▸ EXERCISE DATA:
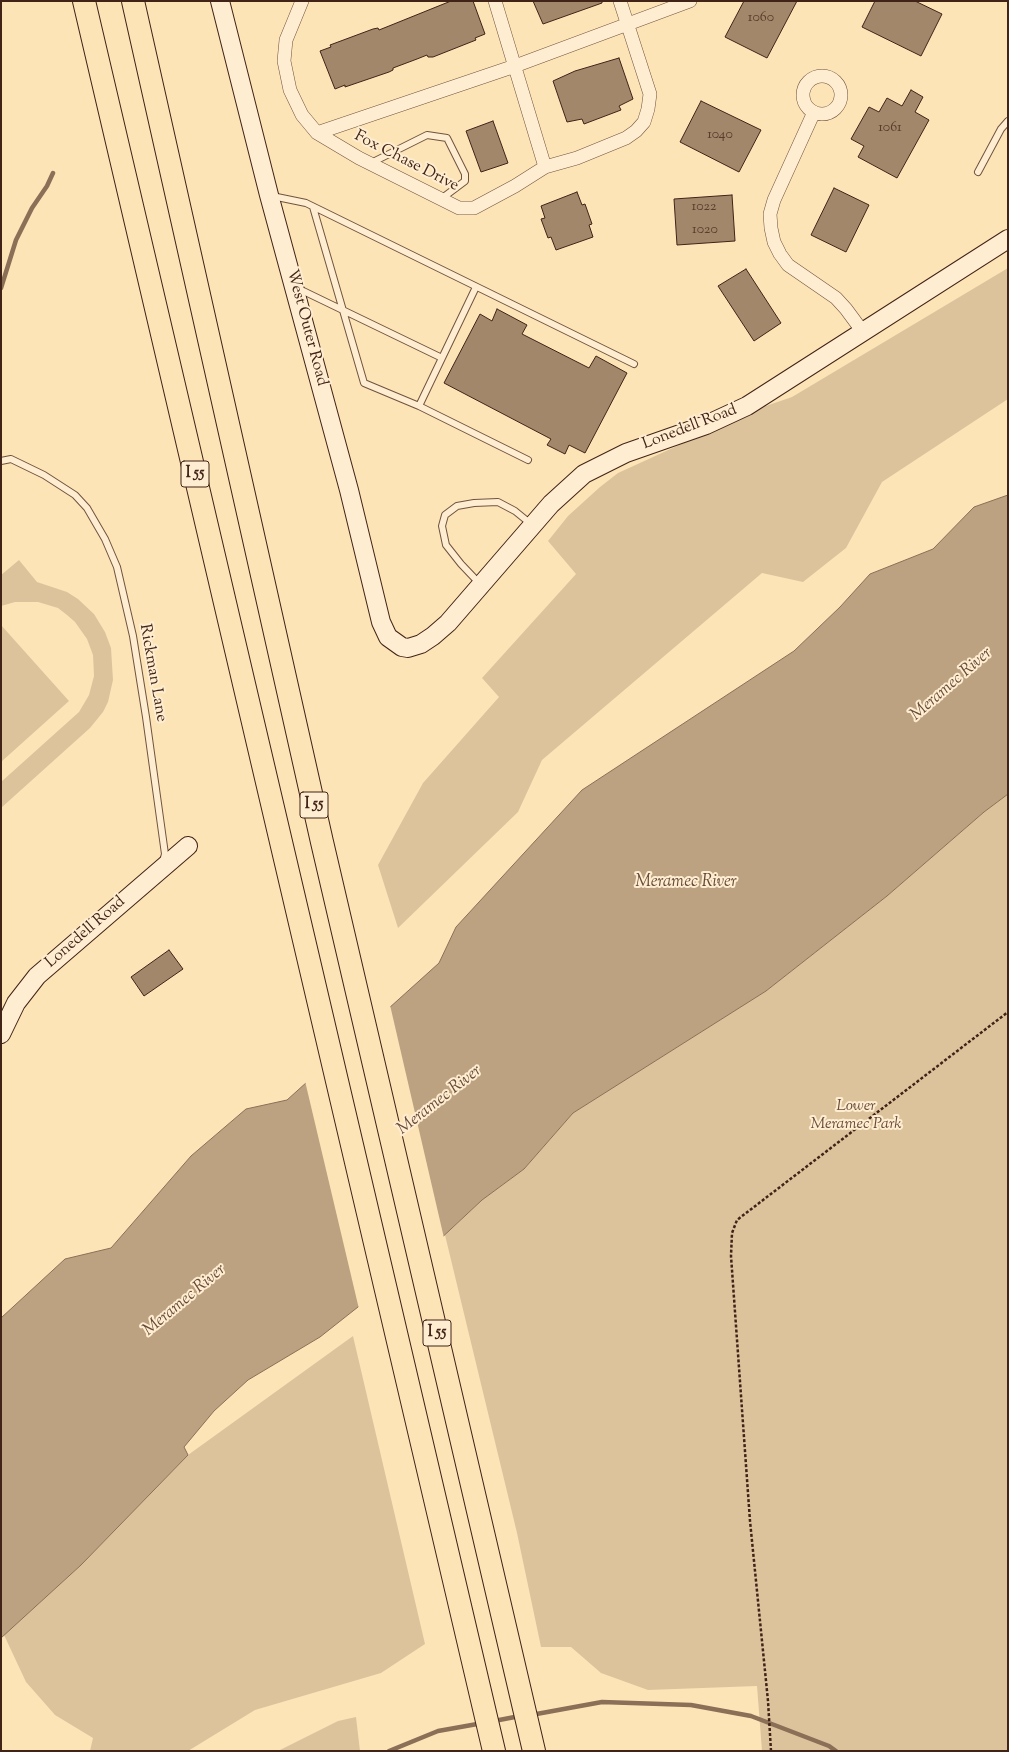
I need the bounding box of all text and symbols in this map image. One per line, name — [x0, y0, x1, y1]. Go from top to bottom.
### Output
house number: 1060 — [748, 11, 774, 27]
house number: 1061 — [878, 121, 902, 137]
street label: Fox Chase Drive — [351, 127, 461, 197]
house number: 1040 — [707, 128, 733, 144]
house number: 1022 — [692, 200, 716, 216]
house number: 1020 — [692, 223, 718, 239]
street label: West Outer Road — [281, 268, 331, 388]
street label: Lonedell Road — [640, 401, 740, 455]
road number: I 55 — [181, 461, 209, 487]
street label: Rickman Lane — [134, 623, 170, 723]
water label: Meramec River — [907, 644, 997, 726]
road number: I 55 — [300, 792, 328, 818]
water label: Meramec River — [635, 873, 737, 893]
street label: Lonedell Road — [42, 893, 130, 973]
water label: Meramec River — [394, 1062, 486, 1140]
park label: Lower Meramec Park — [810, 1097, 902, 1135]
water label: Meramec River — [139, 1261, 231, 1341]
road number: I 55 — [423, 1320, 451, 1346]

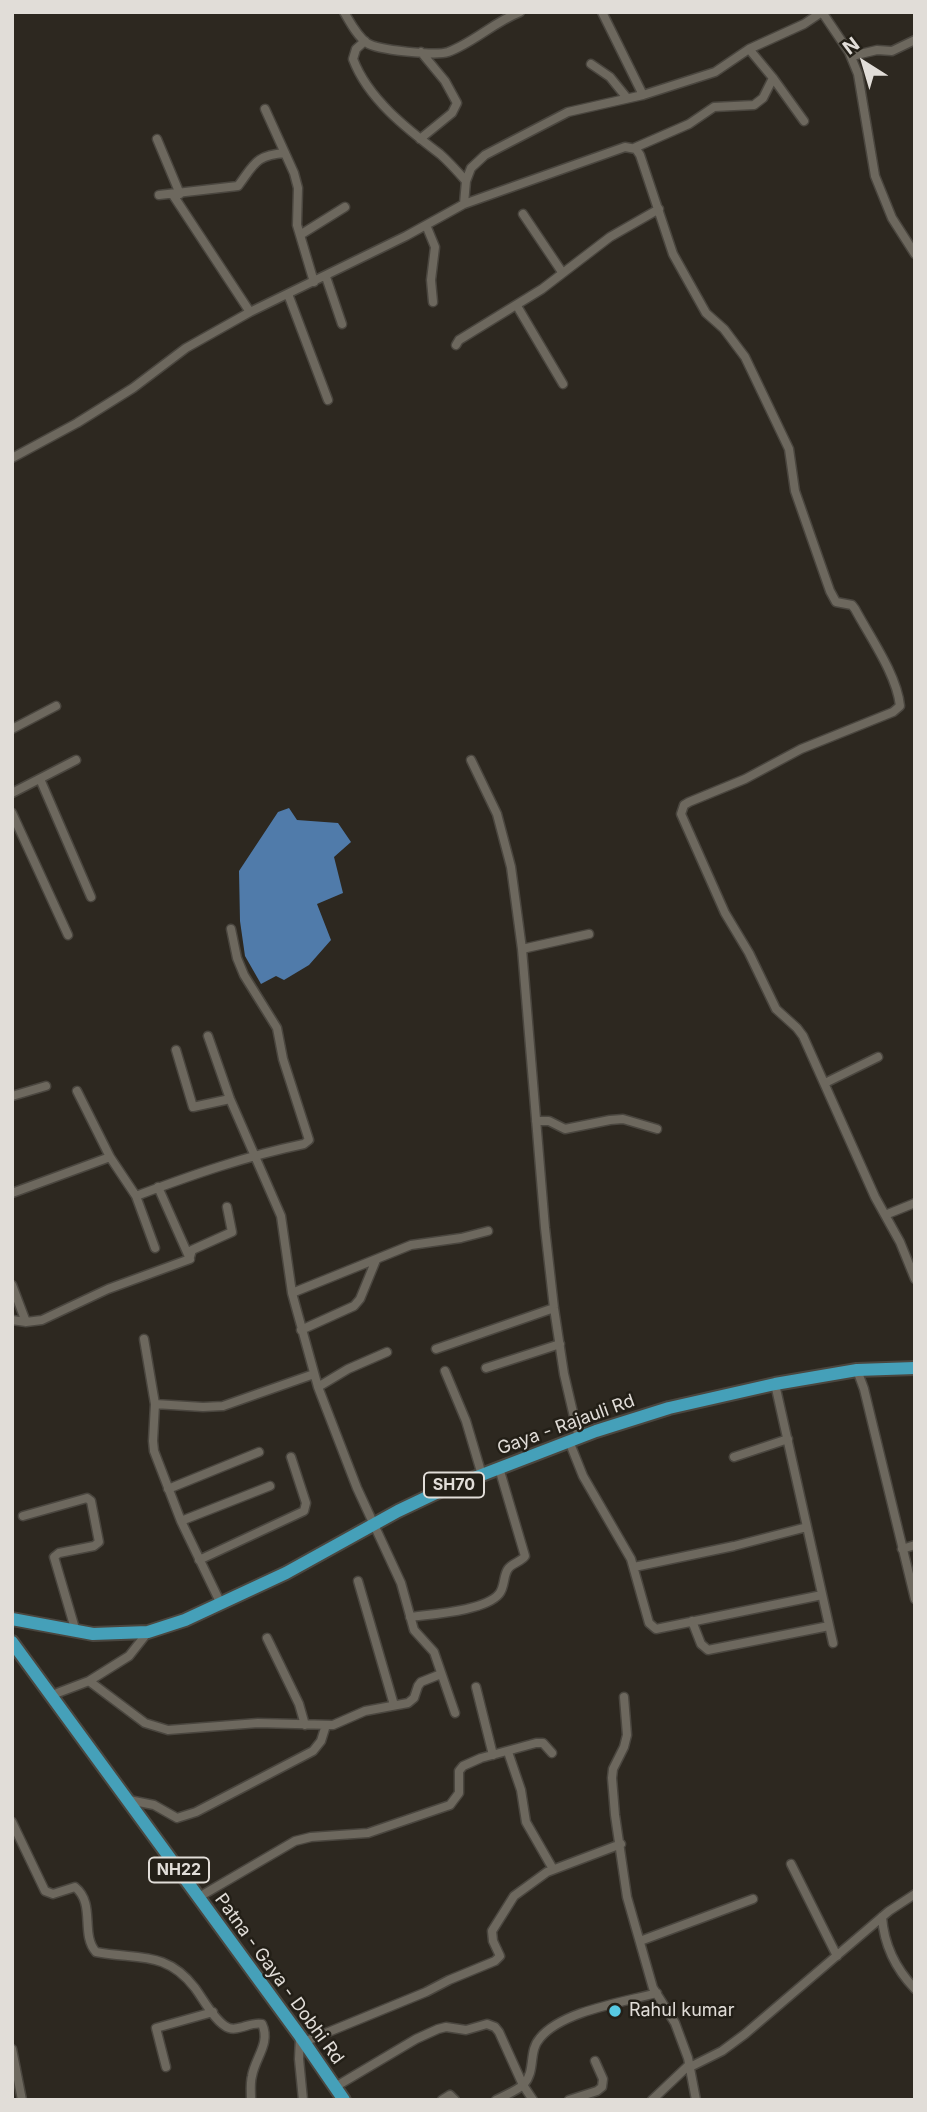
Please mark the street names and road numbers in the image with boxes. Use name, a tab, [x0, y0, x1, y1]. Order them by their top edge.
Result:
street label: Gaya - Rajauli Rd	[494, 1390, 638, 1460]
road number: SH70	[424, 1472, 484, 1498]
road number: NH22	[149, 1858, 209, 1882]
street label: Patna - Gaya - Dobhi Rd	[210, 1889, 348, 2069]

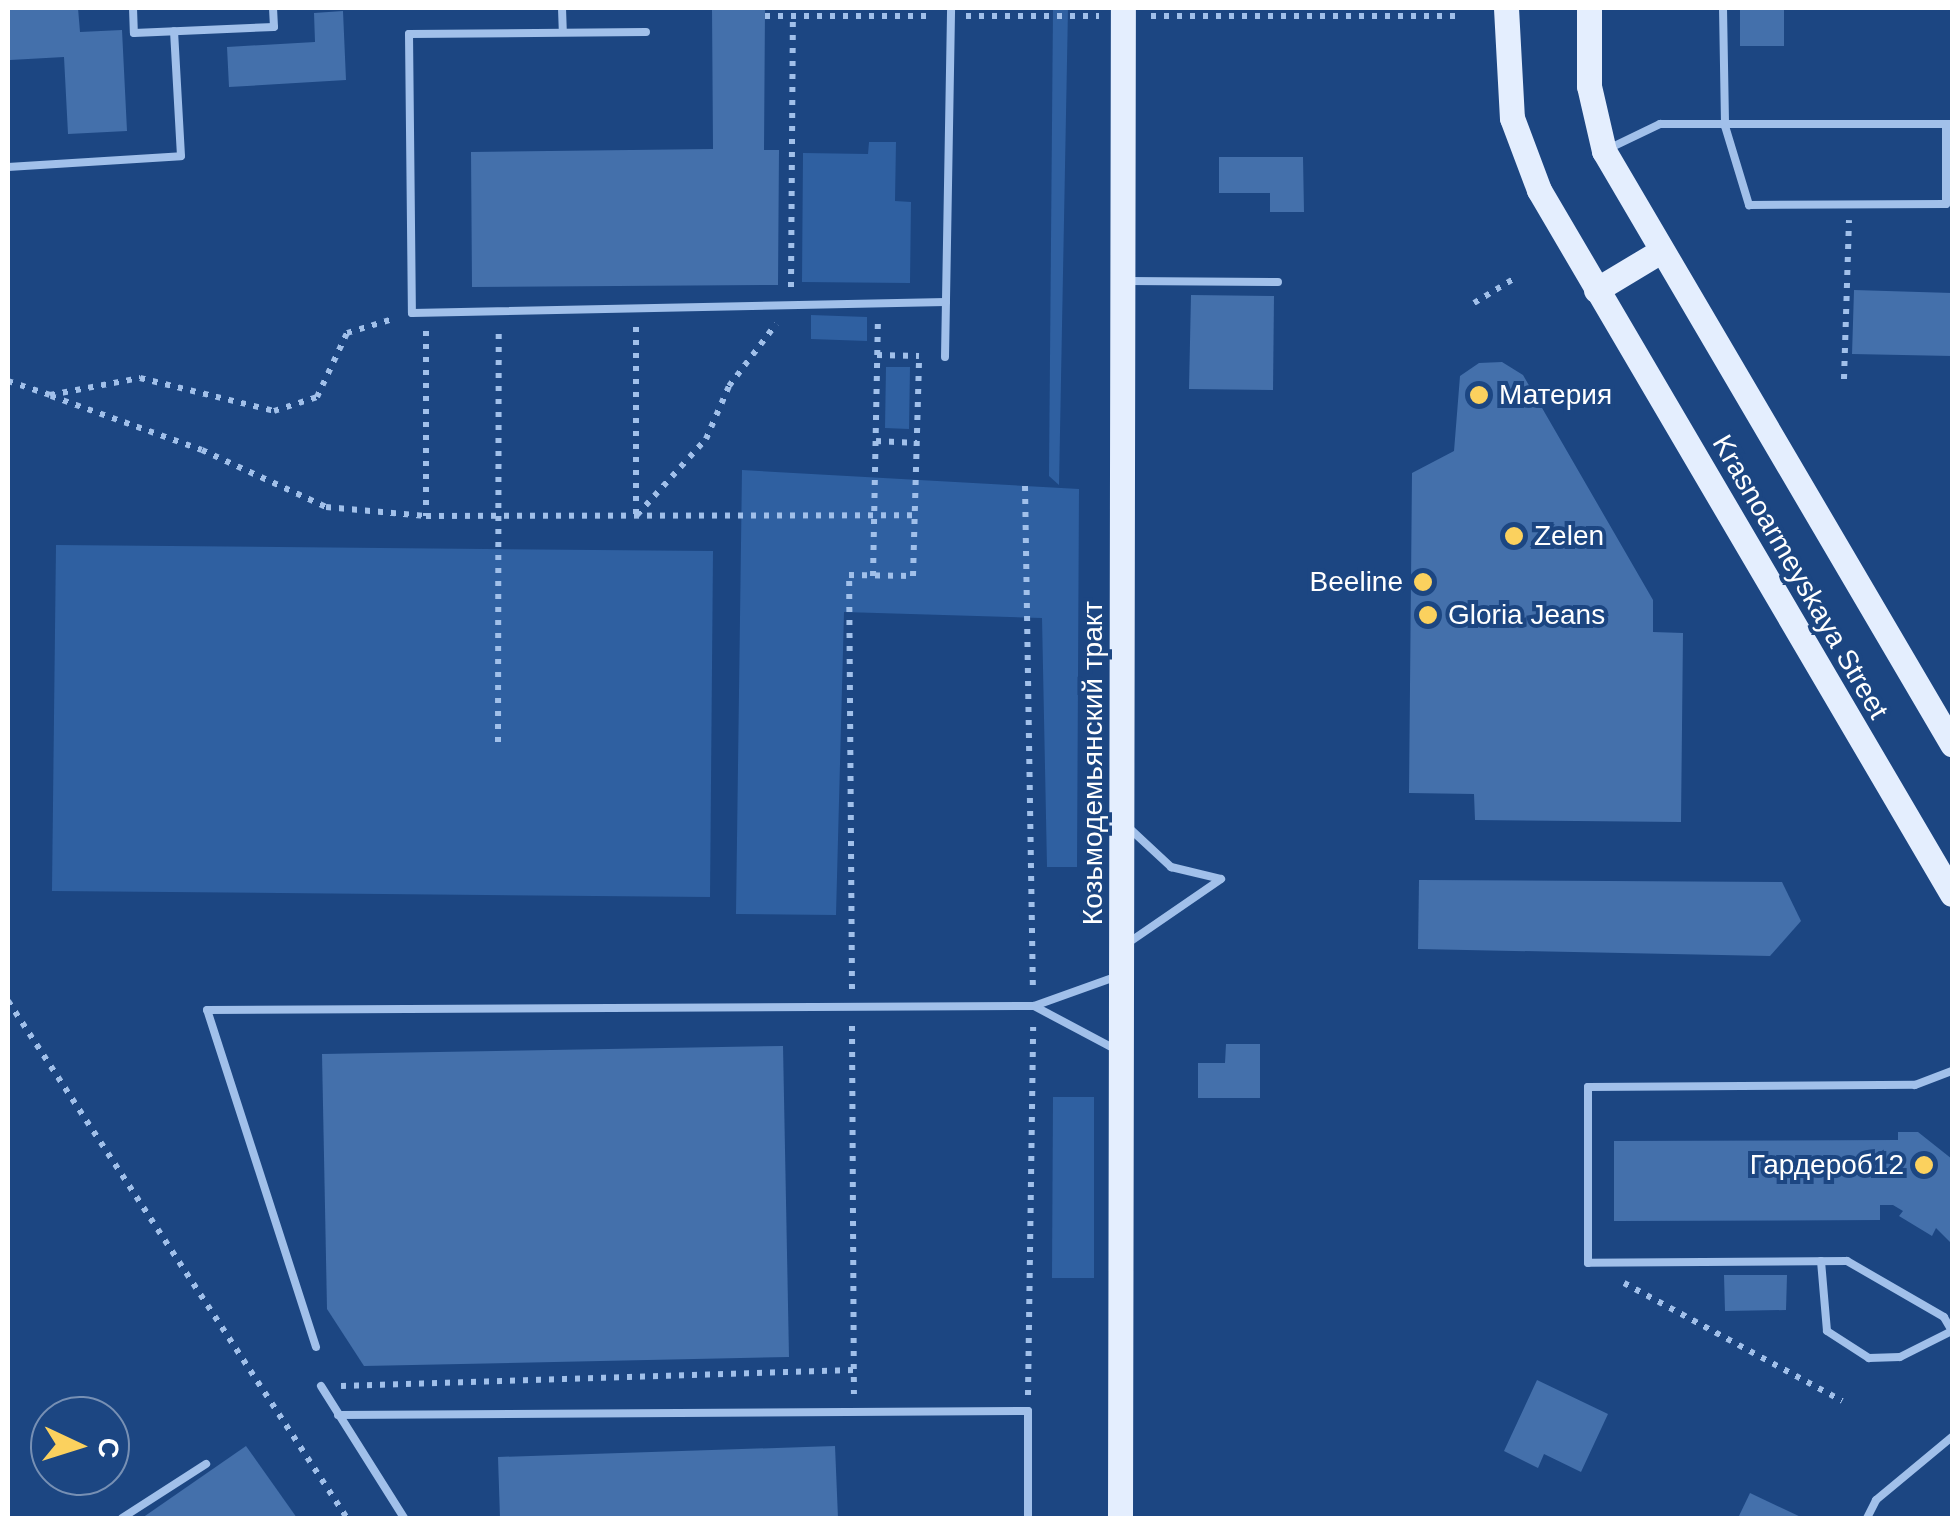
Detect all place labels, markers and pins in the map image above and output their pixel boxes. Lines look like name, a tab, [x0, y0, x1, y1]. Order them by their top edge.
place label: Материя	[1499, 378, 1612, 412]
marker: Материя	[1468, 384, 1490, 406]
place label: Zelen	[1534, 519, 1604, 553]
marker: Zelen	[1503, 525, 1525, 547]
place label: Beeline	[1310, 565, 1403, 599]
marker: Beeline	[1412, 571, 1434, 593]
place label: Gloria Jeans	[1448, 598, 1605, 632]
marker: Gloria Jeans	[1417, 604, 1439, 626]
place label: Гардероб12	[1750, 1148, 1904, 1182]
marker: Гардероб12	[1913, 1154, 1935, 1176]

▸ TRY IT:
Restate it all word for word: every record, no pictures.

▸ WRITTEN SOLUTION:
I need the bounding box of all text and symbols in this map image. One per line, name — [x0, y0, x1, y1]. Go from top to bottom.
### Output
house number: 1060 — [748, 11, 774, 27]
house number: 1061 — [878, 121, 902, 137]
street label: Fox Chase Drive — [351, 127, 461, 197]
house number: 1040 — [707, 128, 733, 144]
house number: 1022 — [692, 200, 716, 216]
house number: 1020 — [692, 223, 718, 239]
street label: West Outer Road — [281, 268, 331, 388]
street label: Lonedell Road — [640, 401, 740, 455]
road number: I 55 — [181, 461, 209, 487]
street label: Rickman Lane — [134, 623, 170, 723]
water label: Meramec River — [907, 644, 997, 726]
road number: I 55 — [300, 792, 328, 818]
water label: Meramec River — [635, 873, 737, 893]
street label: Lonedell Road — [42, 893, 130, 973]
water label: Meramec River — [394, 1062, 486, 1140]
park label: Lower Meramec Park — [810, 1097, 902, 1135]
water label: Meramec River — [139, 1261, 231, 1341]
road number: I 55 — [423, 1320, 451, 1346]

Please mark the street names and road numbers in the image with boxes. Use name, a tab, [x0, y0, x1, y1]. Order them by their top edge.
Result:
street label: Gaya - Rajauli Rd	[494, 1390, 638, 1460]
road number: SH70	[424, 1472, 484, 1498]
road number: NH22	[149, 1858, 209, 1882]
street label: Patna - Gaya - Dobhi Rd	[210, 1889, 348, 2069]

Detect all place labels, markers and pins in the map image above and output their pixel boxes. Lines look like name, a tab, [x0, y0, x1, y1]. Order them by their top edge.
place label: Материя	[1499, 378, 1612, 412]
marker: Материя	[1468, 384, 1490, 406]
place label: Zelen	[1534, 519, 1604, 553]
marker: Zelen	[1503, 525, 1525, 547]
place label: Beeline	[1310, 565, 1403, 599]
marker: Beeline	[1412, 571, 1434, 593]
place label: Gloria Jeans	[1448, 598, 1605, 632]
marker: Gloria Jeans	[1417, 604, 1439, 626]
place label: Гардероб12	[1750, 1148, 1904, 1182]
marker: Гардероб12	[1913, 1154, 1935, 1176]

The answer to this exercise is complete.